Recently I read this
article entitled “I am racist, and so are you” and in its first couple lines
the author, writes, “Here’s the deal. Racism isn’t just guys in white robes and
Paula Dean shouting racial slurs. Racism is subtle, racism is insidious, and
our culture is so deeply steeped in it that it’s impossible to grow up in the
US and not be racist. It’s a kind of brainwashing: a set of default
configuration files that come with the culture. It’s a filter, built up from birth,
that alters our perception of the world.” I believe the way that Shadoan
describes racism is particularly apt. She very correctly describes its
dichotomic nature as both a conspicuous and ever present accessory of American
culture as well as a surreptitious and poisonous entity that continually and permeates
our minds, or rather our subconscious, unnoticed.
The latter character of
racism is what Shadoan talks about in this article and this is what I would
like to discuss. Shadoan points out that racism is “a filter built up from
birth, that alters our perception of the world.” Is this true? And if so, why
is it true? Why are our perceptions in this so- called post racial America obscured
and tainted by racism? This filter as
Shadoan calls it is not chosen by us but ingrained in us by an American culture
cultivated and shaped by its history, a history in which black bodies were
brutally oppressed, terrorized and carelessly eradicated for centuries in the institution of slavery and where black
and white bodies were segregated for many more years after that.
These two parts of
American history---slavery and segregation--- are the reasons that, we,
individuals born and raised in American society, have this racist filter. This
seed was planted in slavery, tended and watered during segregation, and now
blooms in today’s society. I say that it began in slavery because it was there
that black men and women first became designated as “other.” They, with the
darker skin and kinky hair became less than their white counterparts simply
because they were different. They who once ruled their own lands became the
oppressed and down trodden. With this new condition of life that was forced
upon them in the New World, they became destitute and dependent on their white
counterparts, shut off from the outside world and therefore ignorant of how it
works, and reduced to the status of animal and therefore, deprived of all human
rights and liberties. After emancipation, when they had suddenly been given all
of the rights and privileges they had previously been denied, the effects of
slavery still remained. They had not the knowledge to survive in an ever
progressing America and so were once again left prey to their white
counterparts. Their lack of education and know-how left them as they had been
before destitute, ignorant, and dependent.
This image of African
Americans--- destitute, ignorant, dependent--- persisted in the days of
segregation. In fact, the stipulations of segregation strengthened this image.

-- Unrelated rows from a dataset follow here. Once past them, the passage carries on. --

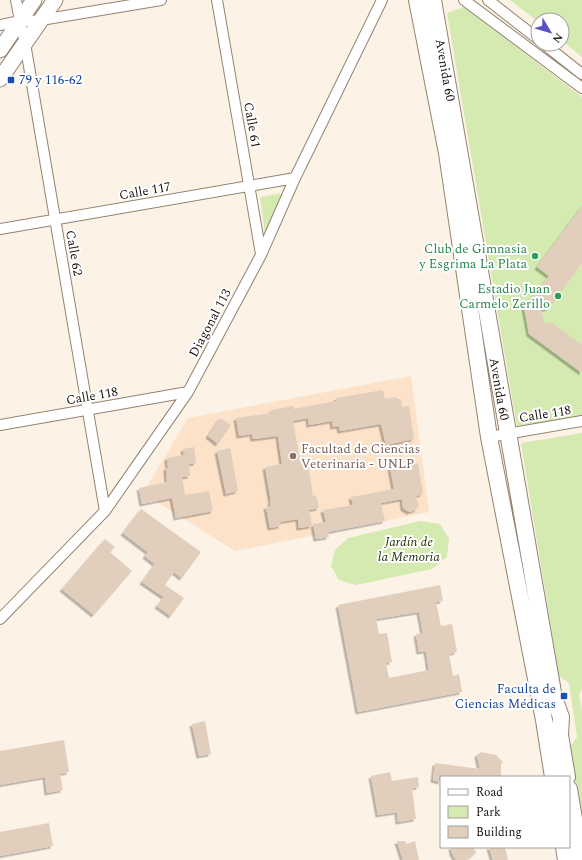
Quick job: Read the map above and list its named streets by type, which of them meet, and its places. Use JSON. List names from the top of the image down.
{
  "streets": {
    "main road": ["Avenida 60"],
    "street": [
      "Calle 61",
      "Calle 117",
      "Calle 62",
      "Diagonal 113",
      "Calle 118"
    ]
  },
  "crossings": [
    ["Avenida 60", "Calle 118"],
    ["Calle 61", "Calle 117"],
    ["Calle 61", "Diagonal 113"],
    ["Calle 117", "Calle 62"],
    ["Calle 117", "Diagonal 113"],
    ["Calle 62", "Diagonal 113"],
    ["Calle 62", "Calle 118"],
    ["Diagonal 113", "Calle 118"]
  ],
  "parks": ["Jardín de la Memoria"],
  "places": {
    "transit": ["79 y 116-62", "Faculta de Ciencias Médicas"],
    "other": ["Club de Gimnasia y Esgrima La Plata", "Estadio Juan Carmelo Zerillo", "Facultad de Ciencias Veterinaria - UNLP"]
  },
  "legend": ["Road", "Park", "Building"],
  "north": "bottom right"
}
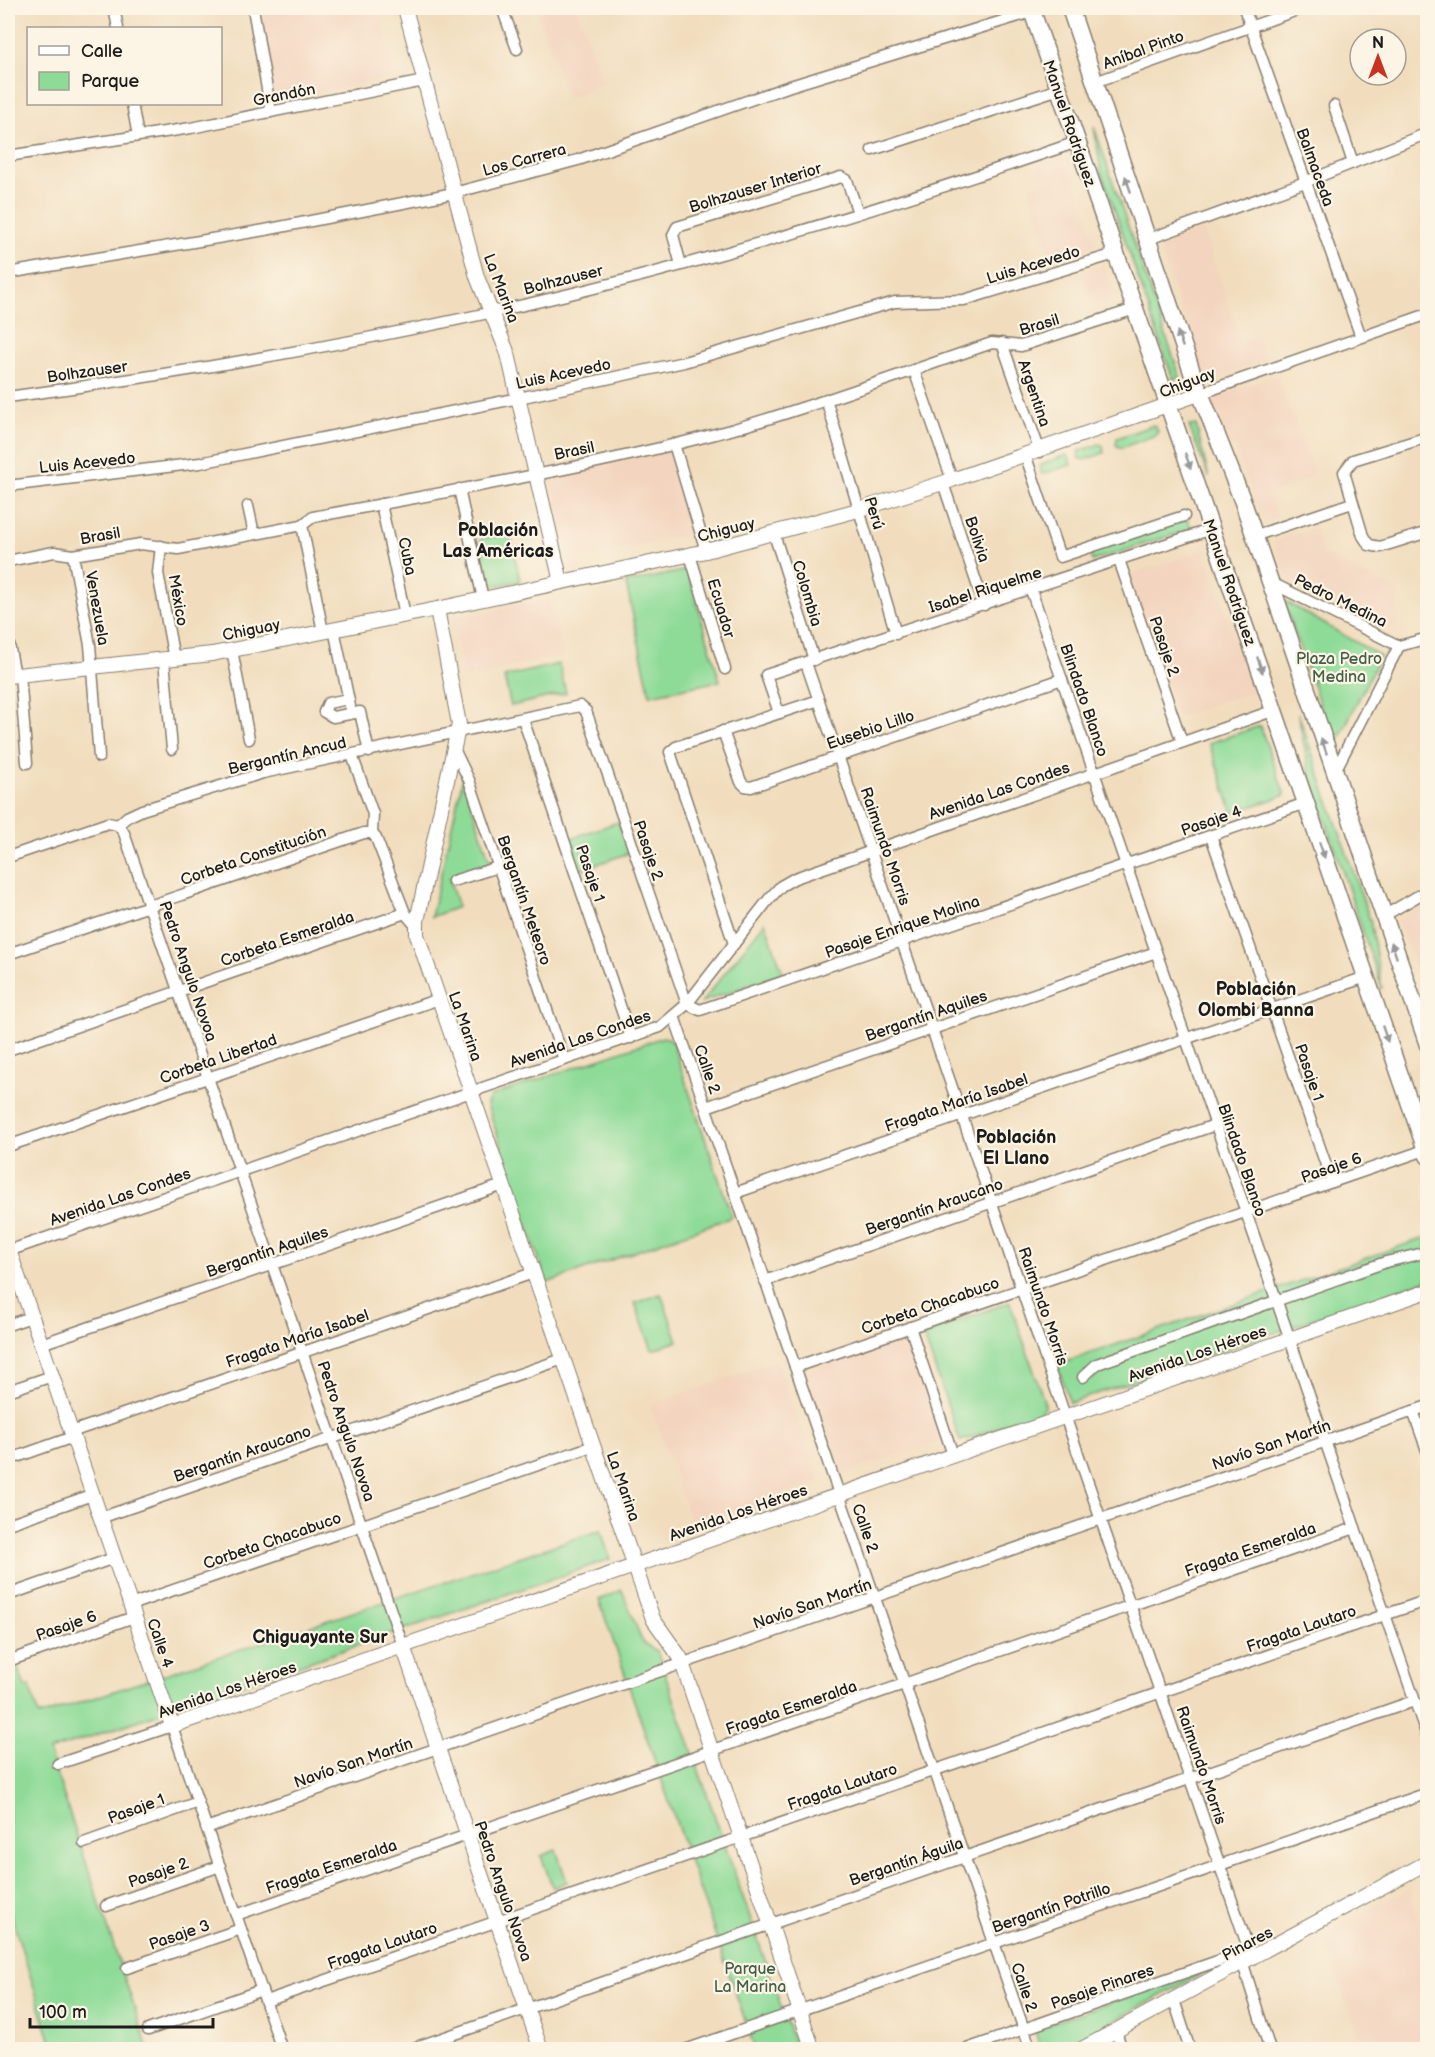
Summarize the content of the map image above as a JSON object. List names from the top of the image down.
{
  "streets": {
    "main road": ["Manuel Rodríguez"],
    "street": [
      "Aníbal Pinto",
      "Grandón",
      "Los Carrera",
      "Balmaceda",
      "Bolhzauser Interior",
      "Luis Acevedo",
      "Bolhzauser",
      "La Marina",
      "Brasil",
      "Chiguay",
      "Argentina",
      "Perú",
      "Bolivia",
      "Cuba",
      "Isabel Riquelme",
      "Colombia",
      "México",
      "Pedro Medina",
      "Venezuela",
      "Ecuador",
      "Pasaje 2",
      "Blindado Blanco",
      "Eusebio Lillo",
      "Bergantín Ancud",
      "Avenida Las Condes",
      "Pasaje 4",
      "Raimundo Morris",
      "Corbeta Constitución",
      "Pasaje 1",
      "Bergantín Meteoro",
      "Pasaje Enrique Molina",
      "Corbeta Esmeralda",
      "Pedro Angulo Novoa",
      "Bergantín Aquiles",
      "Corbeta Libertad",
      "Calle 2",
      "Fragata María Isabel",
      "Pasaje 6",
      "Bergantín Araucano",
      "Corbeta Chacabuco",
      "Avenida Los Héroes",
      "Navío San Martín",
      "Fragata Esmeralda",
      "Fragata Lautaro",
      "Calle 4",
      "Bergantín Águila",
      "Bergantín Potrillo",
      "Pasaje 3",
      "Pinares",
      "Pasaje Pinares"
    ]
  },
  "crossings": [
    ["Aníbal Pinto", "Balmaceda"],
    ["Grandón", "La Marina"],
    ["Manuel Rodríguez", "Los Carrera"],
    ["Manuel Rodríguez", "Luis Acevedo"],
    ["Manuel Rodríguez", "Bolhzauser"],
    ["Manuel Rodríguez", "Brasil"],
    ["Manuel Rodríguez", "Chiguay"],
    ["Manuel Rodríguez", "Isabel Riquelme"],
    ["Manuel Rodríguez", "Avenida Las Condes"],
    ["Manuel Rodríguez", "Pasaje 4"],
    ["Manuel Rodríguez", "Fragata María Isabel"],
    ["Manuel Rodríguez", "Pasaje 6"],
    ["Los Carrera", "La Marina"],
    ["Balmaceda", "Chiguay"],
    ["Bolhzauser Interior", "Bolhzauser"],
    ["Luis Acevedo", "La Marina"],
    ["Bolhzauser", "La Marina"],
    ["La Marina", "Brasil"],
    ["La Marina", "Chiguay"],
    ["La Marina", "Bergantín Ancud"],
    ["La Marina", "Avenida Las Condes"],
    ["La Marina", "Corbeta Constitución"],
    ["La Marina", "Corbeta Esmeralda"],
    ["La Marina", "Bergantín Aquiles"],
    ["La Marina", "Corbeta Libertad"],
    ["La Marina", "Fragata María Isabel"],
    ["La Marina", "Bergantín Araucano"],
    ["La Marina", "Corbeta Chacabuco"],
    ["La Marina", "Avenida Los Héroes"],
    ["La Marina", "Navío San Martín"],
    ["La Marina", "Fragata Esmeralda"],
    ["La Marina", "Fragata Lautaro"],
    ["La Marina", "Bergantín Águila"],
    ["La Marina", "Bergantín Potrillo"],
    ["Brasil", "Argentina"],
    ["Brasil", "Perú"],
    ["Brasil", "Bolivia"],
    ["Brasil", "Cuba"],
    ["Brasil", "México"],
    ["Brasil", "Venezuela"],
    ["Chiguay", "Argentina"],
    ["Chiguay", "Perú"],
    ["Chiguay", "Bolivia"],
    ["Chiguay", "Cuba"],
    ["Chiguay", "Colombia"],
    ["Chiguay", "México"],
    ["Chiguay", "Venezuela"],
    ["Chiguay", "Ecuador"],
    ["Perú", "Isabel Riquelme"],
    ["Bolivia", "Isabel Riquelme"],
    ["Isabel Riquelme", "Colombia"],
    ["Isabel Riquelme", "Pasaje 2"],
    ["Isabel Riquelme", "Blindado Blanco"],
    ["Isabel Riquelme", "Raimundo Morris"],
    ["Colombia", "Raimundo Morris"],
    ["Pasaje 2", "Bergantín Ancud"],
    ["Pasaje 2", "Avenida Las Condes"],
    ["Pasaje 2", "Pasaje Enrique Molina"],
    ["Pasaje 2", "Calle 4"],
    ["Blindado Blanco", "Eusebio Lillo"],
    ["Blindado Blanco", "Avenida Las Condes"],
    ["Blindado Blanco", "Pasaje 4"],
    ["Blindado Blanco", "Pasaje Enrique Molina"],
    ["Blindado Blanco", "Bergantín Aquiles"],
    ["Blindado Blanco", "Fragata María Isabel"],
    ["Blindado Blanco", "Pasaje 6"],
    ["Blindado Blanco", "Bergantín Araucano"],
    ["Blindado Blanco", "Corbeta Chacabuco"],
    ["Blindado Blanco", "Avenida Los Héroes"],
    ["Blindado Blanco", "Navío San Martín"],
    ["Blindado Blanco", "Fragata Esmeralda"],
    ["Blindado Blanco", "Fragata Lautaro"],
    ["Blindado Blanco", "Bergantín Águila"],
    ["Eusebio Lillo", "Raimundo Morris"],
    ["Bergantín Ancud", "Pasaje 1"],
    ["Bergantín Ancud", "Pedro Angulo Novoa"],
    ["Avenida Las Condes", "Raimundo Morris"],
    ["Avenida Las Condes", "Pasaje 1"],
    ["Avenida Las Condes", "Bergantín Meteoro"],
    ["Avenida Las Condes", "Pasaje Enrique Molina"],
    ["Avenida Las Condes", "Pedro Angulo Novoa"],
    ["Avenida Las Condes", "Calle 2"],
    ["Avenida Las Condes", "Calle 4"],
    ["Pasaje 4", "Pasaje 1"],
    ["Pasaje 4", "Pasaje Enrique Molina"],
    ["Raimundo Morris", "Pasaje Enrique Molina"],
    ["Raimundo Morris", "Bergantín Aquiles"],
    ["Raimundo Morris", "Fragata María Isabel"],
    ["Raimundo Morris", "Bergantín Araucano"],
    ["Raimundo Morris", "Corbeta Chacabuco"],
    ["Raimundo Morris", "Avenida Los Héroes"],
    ["Raimundo Morris", "Navío San Martín"],
    ["Raimundo Morris", "Fragata Esmeralda"],
    ["Raimundo Morris", "Fragata Lautaro"],
    ["Raimundo Morris", "Bergantín Águila"],
    ["Raimundo Morris", "Bergantín Potrillo"],
    ["Raimundo Morris", "Pinares"],
    ["Raimundo Morris", "Pasaje Pinares"],
    ["Corbeta Constitución", "Pedro Angulo Novoa"],
    ["Pasaje 1", "Fragata María Isabel"],
    ["Pasaje 1", "Pasaje 6"],
    ["Pasaje 1", "Calle 4"],
    ["Corbeta Esmeralda", "Pedro Angulo Novoa"],
    ["Pedro Angulo Novoa", "Bergantín Aquiles"],
    ["Pedro Angulo Novoa", "Corbeta Libertad"],
    ["Pedro Angulo Novoa", "Fragata María Isabel"],
    ["Pedro Angulo Novoa", "Bergantín Araucano"],
    ["Pedro Angulo Novoa", "Corbeta Chacabuco"],
    ["Pedro Angulo Novoa", "Avenida Los Héroes"],
    ["Pedro Angulo Novoa", "Navío San Martín"],
    ["Pedro Angulo Novoa", "Fragata Esmeralda"],
    ["Pedro Angulo Novoa", "Fragata Lautaro"],
    ["Pedro Angulo Novoa", "Bergantín Águila"],
    ["Bergantín Aquiles", "Calle 2"],
    ["Bergantín Aquiles", "Calle 4"],
    ["Calle 2", "Fragata María Isabel"],
    ["Calle 2", "Bergantín Araucano"],
    ["Calle 2", "Corbeta Chacabuco"],
    ["Calle 2", "Avenida Los Héroes"],
    ["Calle 2", "Navío San Martín"],
    ["Calle 2", "Fragata Esmeralda"],
    ["Calle 2", "Fragata Lautaro"],
    ["Calle 2", "Bergantín Águila"],
    ["Calle 2", "Bergantín Potrillo"],
    ["Calle 2", "Pasaje Pinares"],
    ["Fragata María Isabel", "Calle 4"],
    ["Pasaje 6", "Corbeta Chacabuco"],
    ["Pasaje 6", "Calle 4"],
    ["Bergantín Araucano", "Calle 4"],
    ["Corbeta Chacabuco", "Calle 4"],
    ["Avenida Los Héroes", "Calle 4"],
    ["Navío San Martín", "Calle 4"],
    ["Fragata Esmeralda", "Calle 4"],
    ["Fragata Lautaro", "Calle 4"],
    ["Calle 4", "Pasaje 3"],
    ["Pinares", "Pasaje Pinares"]
  ],
  "districts": [
    "Población Las Américas",
    "Población Olombi Banna",
    "Población El Llano",
    "Chiguayante Sur"
  ],
  "parks": ["Plaza Pedro Medina", "Parque La Marina"],
  "legend": ["Calle", "Parque"],
  "scale_bar": "100 m",
  "north": "top"
}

As we have discussed in class, segregation mandated that blacks and whites be
separated in all manner of things, schools, buses, bathrooms, parks, swimming
pool etc. This separation allowed these groups to dream up false truths about
one another and forced them both to rely on popular myth about the other race rather
than fact, hence the origin of stereotypes. Around this time, added to the
image of the African American besides that of destitute, ignorant, and
dependent, was that of the aggressive black man and the jezebel black woman.
The former used as an excuse to brutally
murder the black man in the name of white womanhood and the latter used as a
justification for the rape of black women. Though these images were untrue,
whites, during the time of segregation, held on to them as fact because it was their
only source of information in regards to the black race. They had not yet been
granted the opportunity to speak with an African American on more than
subordinate terms.
Although today, it is
most certainly not unusual to see whites and blacks converse together, work
together, play together, learn together, etc
the effects of slavery and segregation still remain. Its damage is done.

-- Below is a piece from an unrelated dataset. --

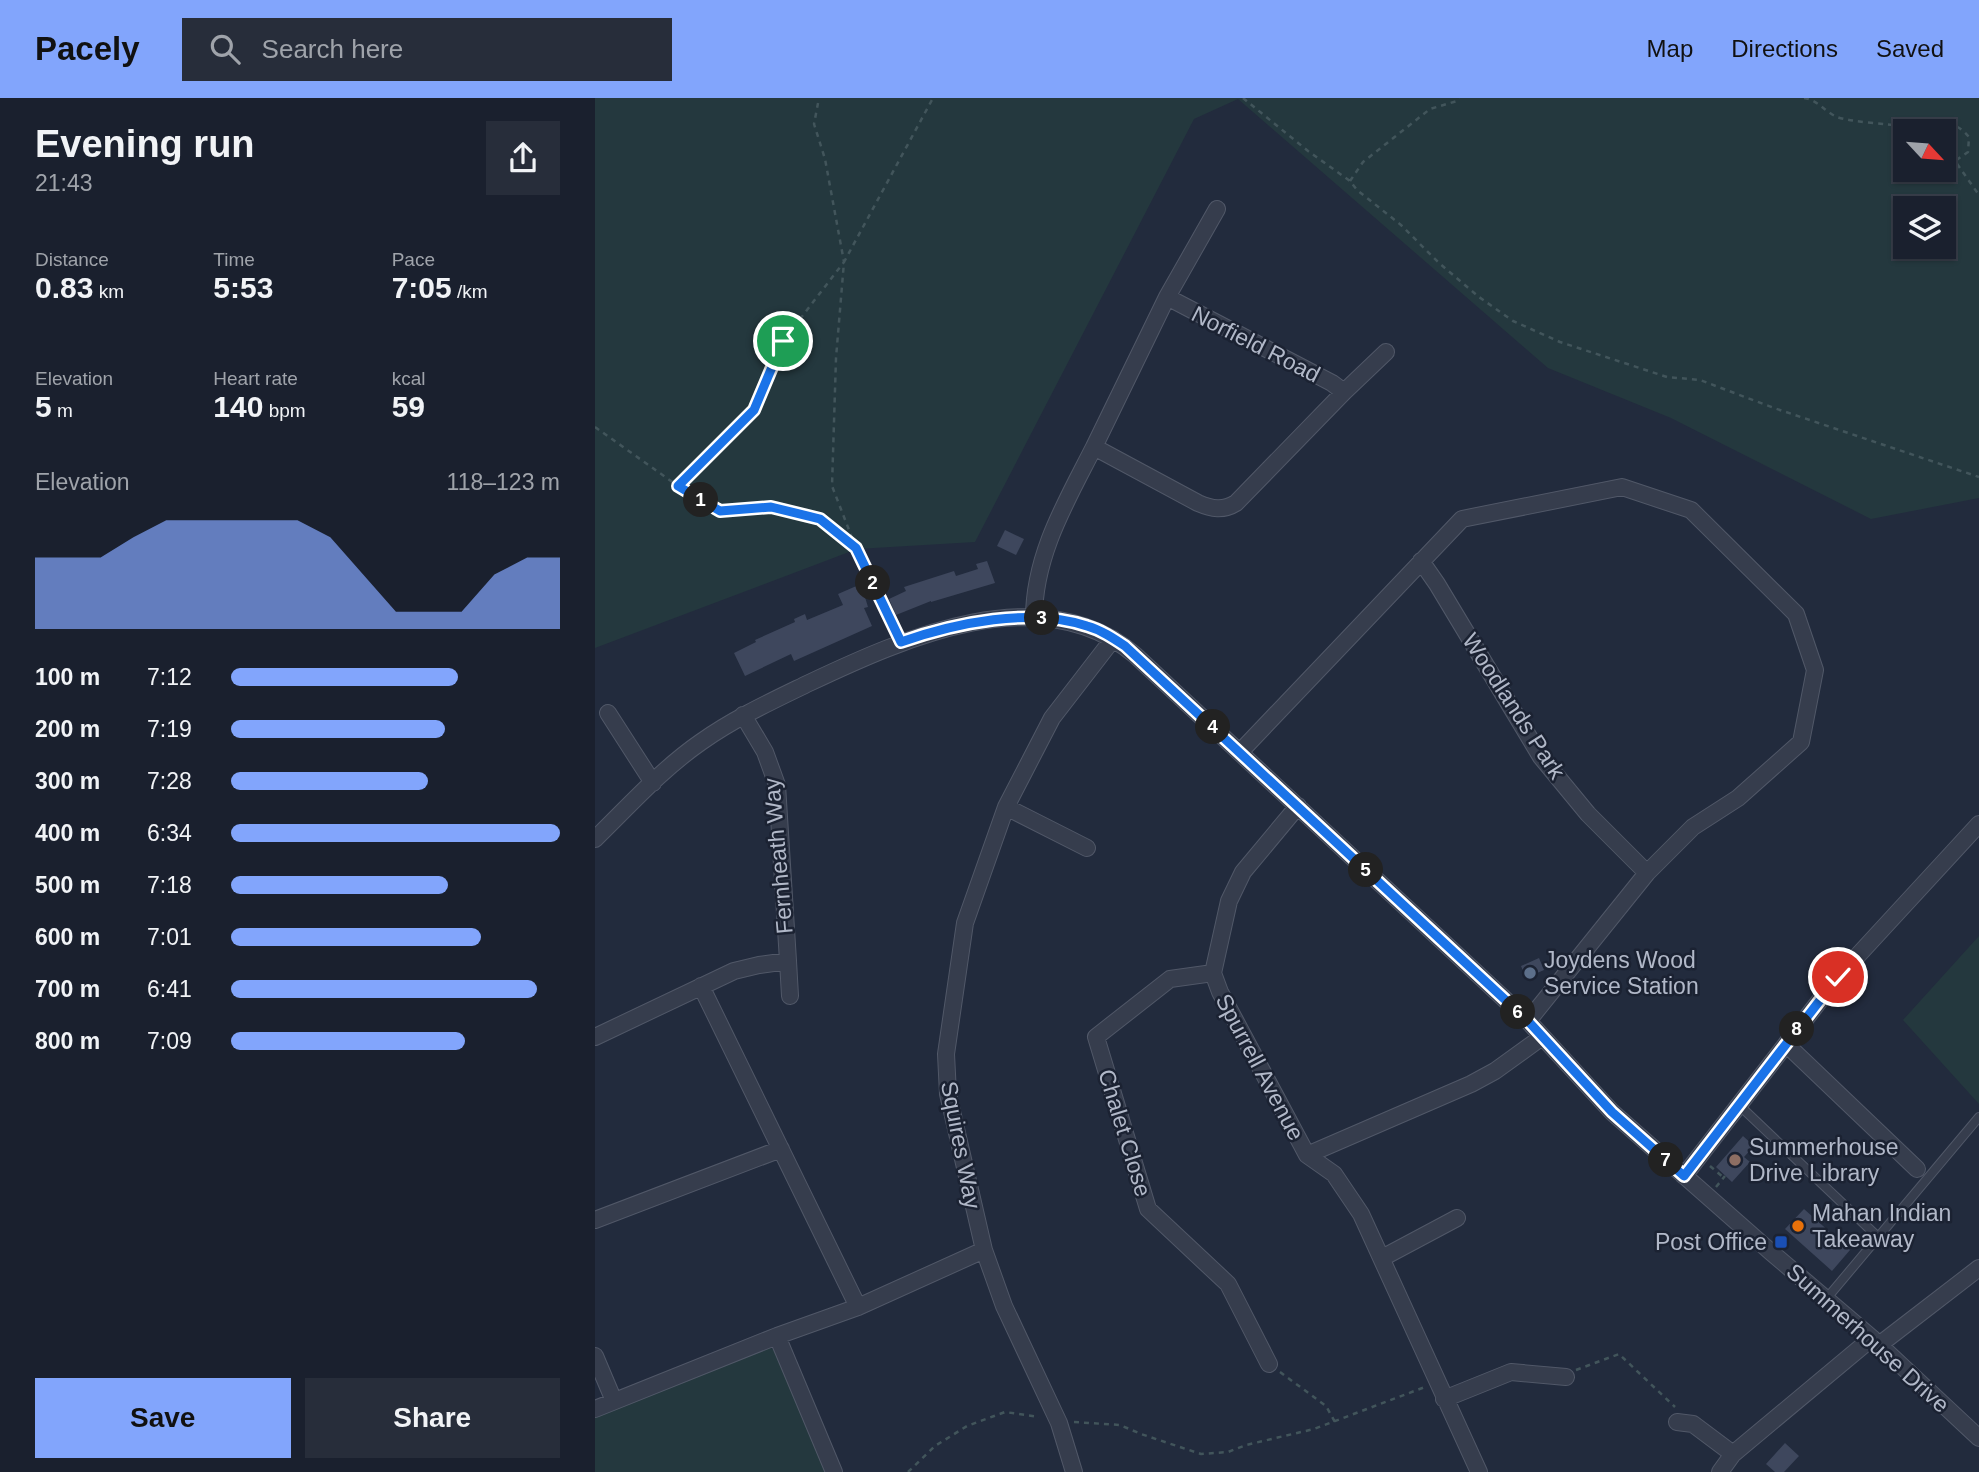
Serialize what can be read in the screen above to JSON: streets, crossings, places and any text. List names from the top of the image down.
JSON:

Although a white girl talks and is friends with a black young man, she still
tenses up and gets nervous when she passes another black man on the street.
Although, I, a young African-American woman attend Rhodes college and receive
the same education that all of my white classmates do, I am assumed to be on the
custodial staff here by the white bookstore cashier. Although, I, a young
African American woman work just as hard
or possibly harder than my white counterparts, I know that oftentimes I will be
judged by the color of my skin and the stereotypes that have so long
accompanied it rather than by my accomplishments and the things I have done to
defy those stereotypes. And although, a
young man named Michael Brown had no weapon on his person, he was still deemed
dangerous enough to shoot to death.
The implications of these
statements are very bleak. If our perceptions of one another are still so
subconsciously tainted by racism that we cannot see one another clearly even
when allowed to interact on a day to day basis, will racism ever be cured? Or will it ever remain just beneath the
surface occasionally breaking free in hostile and violent ways (a.k.a Mike
Brown, Renisha McBride, Treyvon Martin etc.)?